2017 Full Year and Fourth Quarter Financial Highlights

  • Reported full year revenues of $15.1 million and gross profit of $2.9 million, resulting in a 19.2% gross profit margin for 2017;
  • Posted a net loss for the full year of $1.6 million as compared to a net loss of $2.5 million for 2016 – a 36% improvement year-over-year;
  • Increased revenue by 28% to $6.5 million in the fourth quarter of 2017 as compared to $5.1 million in the third quarter 2017. Driving the increase was higher transportation revenue, which is substantially passed through to cost of goods sold, and higher plant gate pricing;  
  • Gross profit for the fourth quarter 2017 was $1.2 million, which was similar to the third quarter.
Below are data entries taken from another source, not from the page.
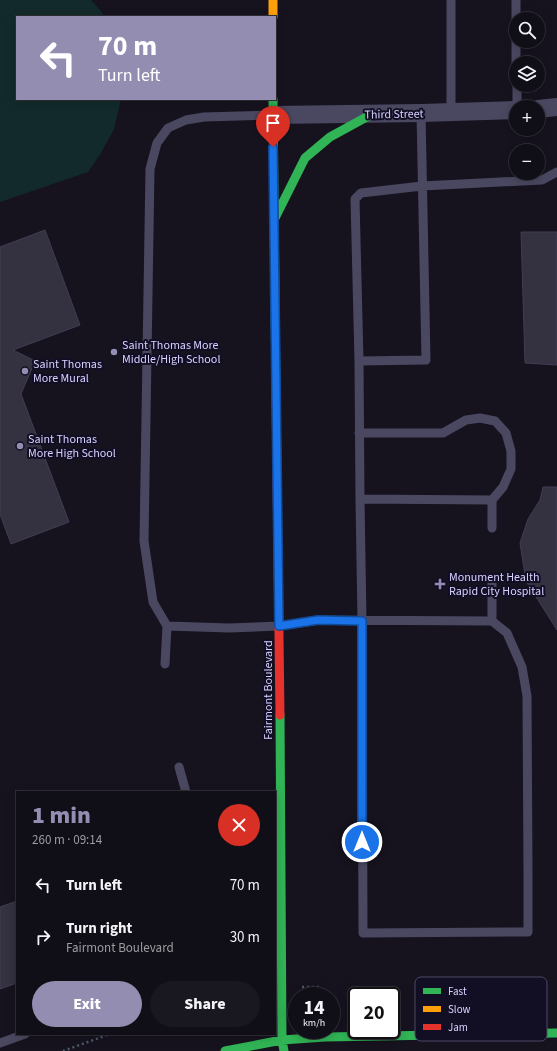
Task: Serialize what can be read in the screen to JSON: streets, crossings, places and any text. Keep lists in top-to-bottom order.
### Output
{
  "streets": {
    "street": ["Third Street", "Fairmont Boulevard"]
  },
  "crossings": [
    ["Third Street", "Fairmont Boulevard"]
  ],
  "places": {
    "other": ["Saint Thomas More Middle/High School", "Saint Thomas More Mural", "Saint Thomas More High School"],
    "health": ["Monument Health Rapid City Hospital"]
  },
  "legend": ["Fast", "Slow", "Jam"],
  "page": {
    "map_buttons": ["+", "−"],
    "turn": ["70 m", "Turn left"],
    "heading": ["1 min", "260 m · 09:14"],
    "list": [
      {
        "name": "Turn left",
        "value": "70 m"
      },
      {
        "name": "Turn right",
        "note": "Fairmont Boulevard",
        "value": "30 m"
      }
    ],
    "buttons": ["Exit", "Share"],
    "speed": "14 km/h",
    "limit": "20"
  }
}
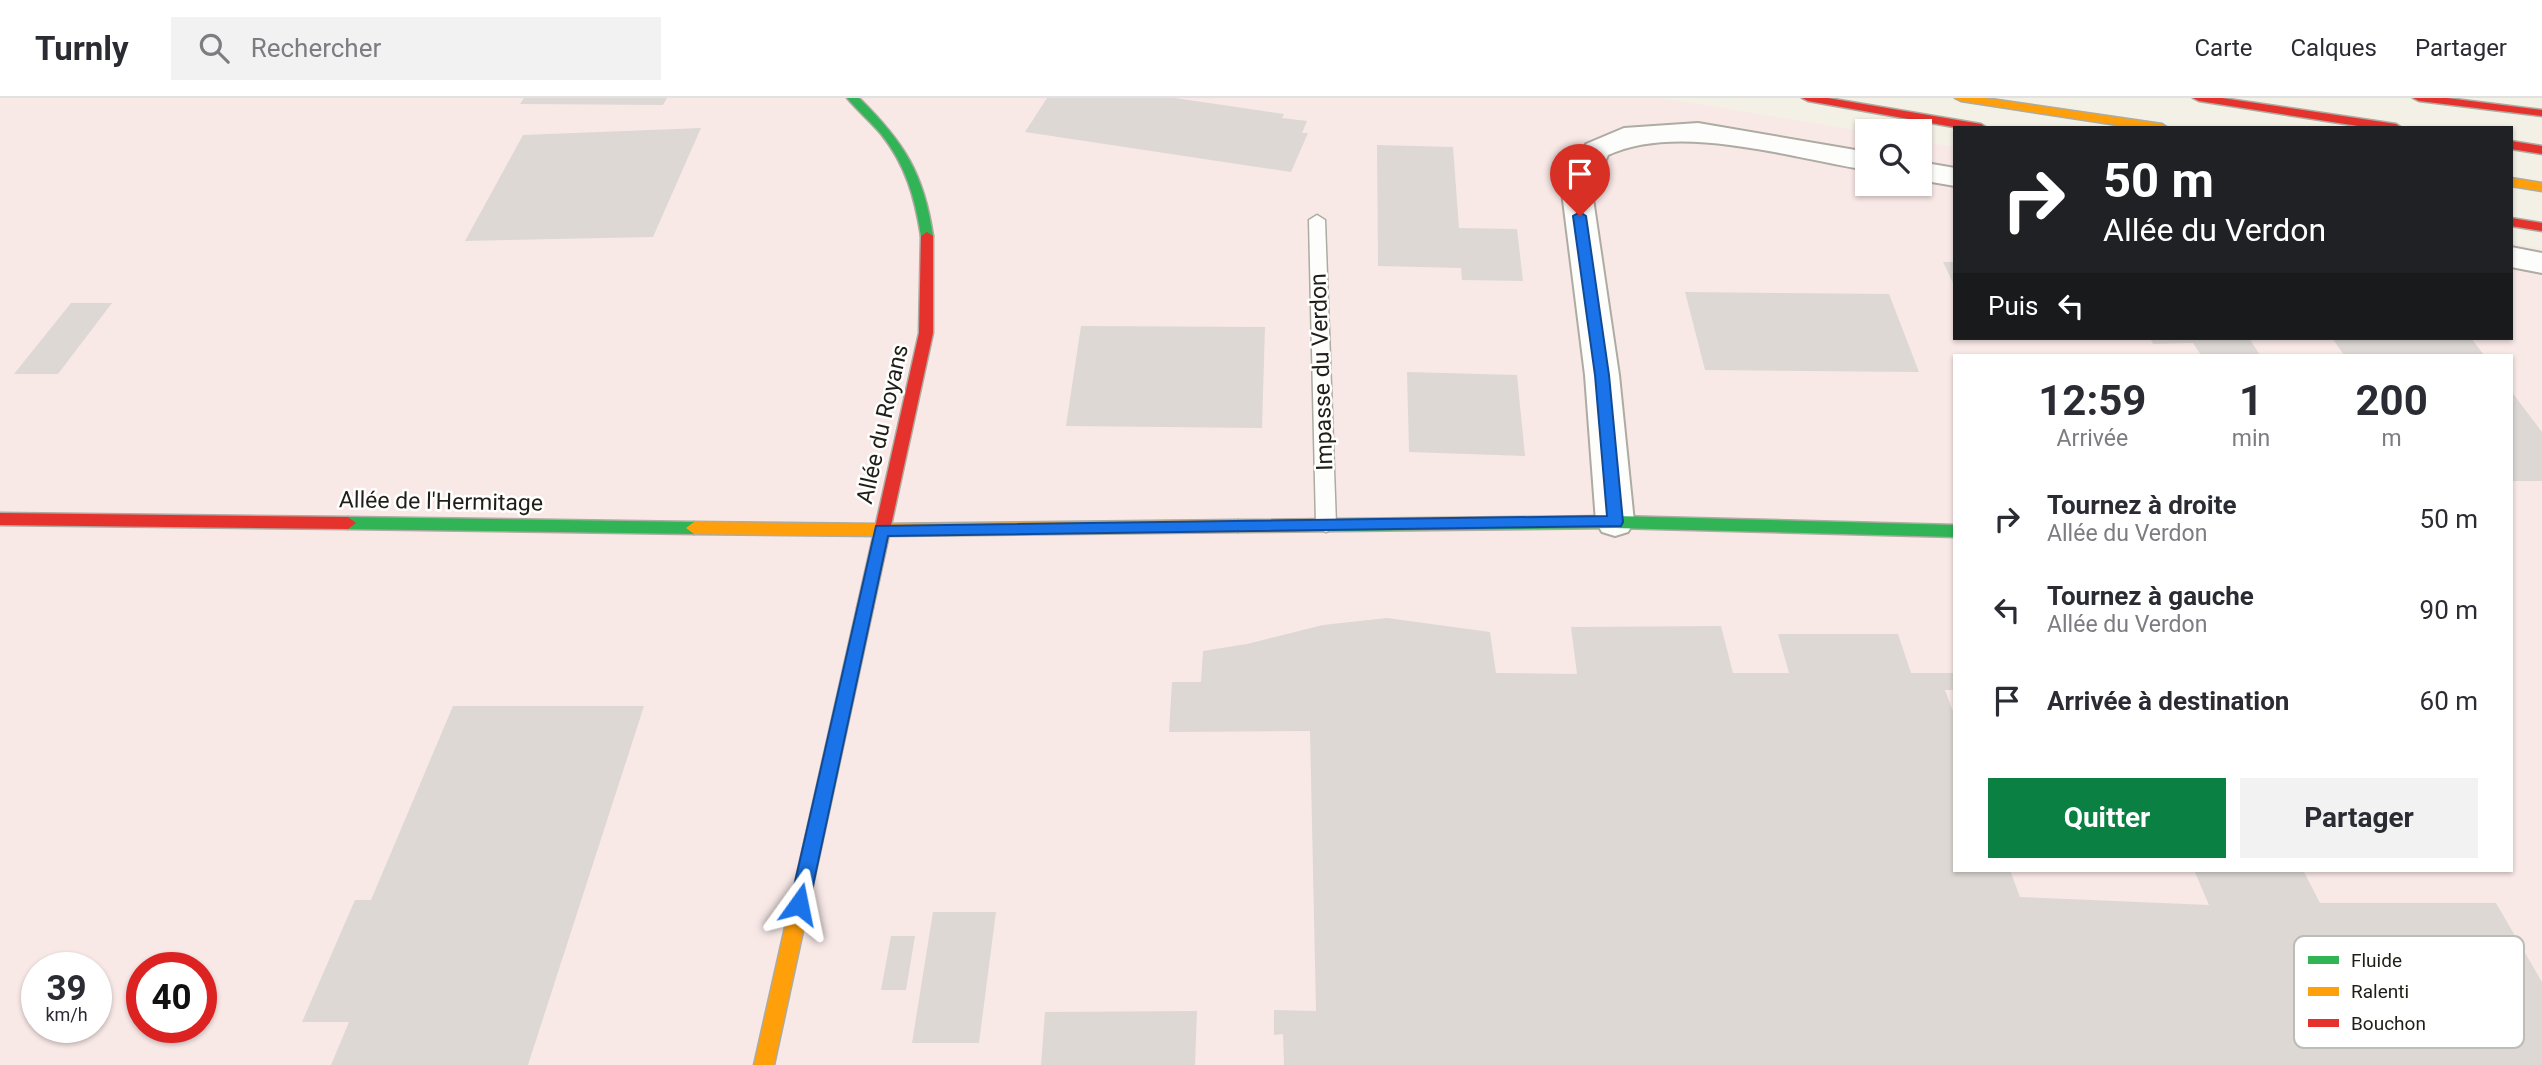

Impacting cost of goods sold in the fourth quarter was revaluation of certain work-in-progress inventories, an accrual adjustment, and higher repair and maintenance expense;
  • Reported net income of $1.3 million for the fourth quarter of 2017, or $0.01 per basic and diluted common share, versus third quarter net income of $0.4 million;
  • Generated adjusted EBITDA(1) of $0.2 million compared to $0.4 million for the third quarter 2017; and
  • As of December 31, 2017, cash and cash equivalents were $2.0 million, inventory on hand was $2.0 million, accounts receivable was $3.4 million, and working capital was $5.3 million. Subsequent to the fourth quarter, Select Sands established a $5 million line of credit with a bank for working capital purposes. This replaces the Company’s previously disclosed $2 million line of credit. The current line of credit presently charges 5.50% per annum in floating rate interest on any draws made, must be repaid in full by February 20, 2019, and is secured against the Company’s accounts receivable. Select Sands currently has $200,000 drawn on the line of credit.  (1) Adjusted EBITDA is a non-IFRS financial measure and is described and reconciled to net loss in the table under “Non-IFRS Financial Measures”.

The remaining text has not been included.